Records supplied:
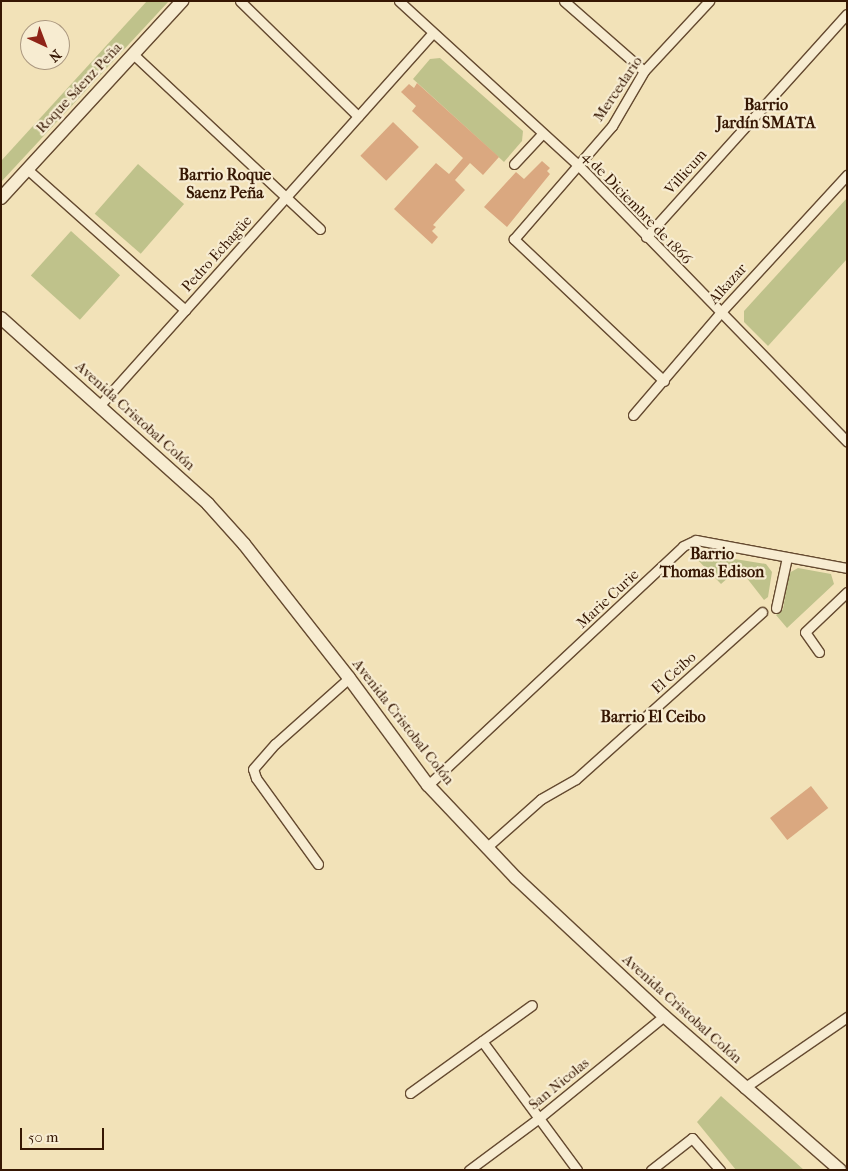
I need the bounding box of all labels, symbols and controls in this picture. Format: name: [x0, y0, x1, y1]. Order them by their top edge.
north arrow: [20, 20, 70, 70]
street label: Roque Sáenz Peña: [32, 39, 126, 137]
text: N: [45, 46, 65, 65]
street label: Mercedario: [590, 53, 646, 125]
district label: Barrio Jardín SMATA: [716, 95, 816, 133]
street label: Villicum: [661, 146, 711, 198]
street label: 4 de Diciembre de 1866: [578, 148, 696, 268]
district label: Barrio Roque Saenz Peña: [179, 165, 271, 203]
street label: Pedro Echagüe: [178, 212, 256, 296]
street label: Alkazar: [705, 260, 751, 308]
street label: Avenida Cristobal Colón: [72, 358, 198, 474]
district label: Barrio Thomas Edison: [660, 544, 764, 582]
street label: Marie Curie: [573, 566, 643, 632]
street label: El Ceibo: [648, 648, 700, 698]
street label: Avenida Cristobal Colón: [348, 656, 458, 788]
district label: Barrio El Ceibo: [601, 707, 705, 727]
street label: Avenida Cristobal Colón: [619, 951, 745, 1067]
street label: San Nicolas: [525, 1054, 593, 1114]
scale bar: [22, 1118, 106, 1150]
text: 50 m: [28, 1128, 58, 1146]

Prompt: If a line in the entries includes the word "Colón", copy that line out.

Result of this exercise:
street label: Avenida Cristobal Colón: [72, 358, 198, 474]
street label: Avenida Cristobal Colón: [348, 656, 458, 788]
street label: Avenida Cristobal Colón: [619, 951, 745, 1067]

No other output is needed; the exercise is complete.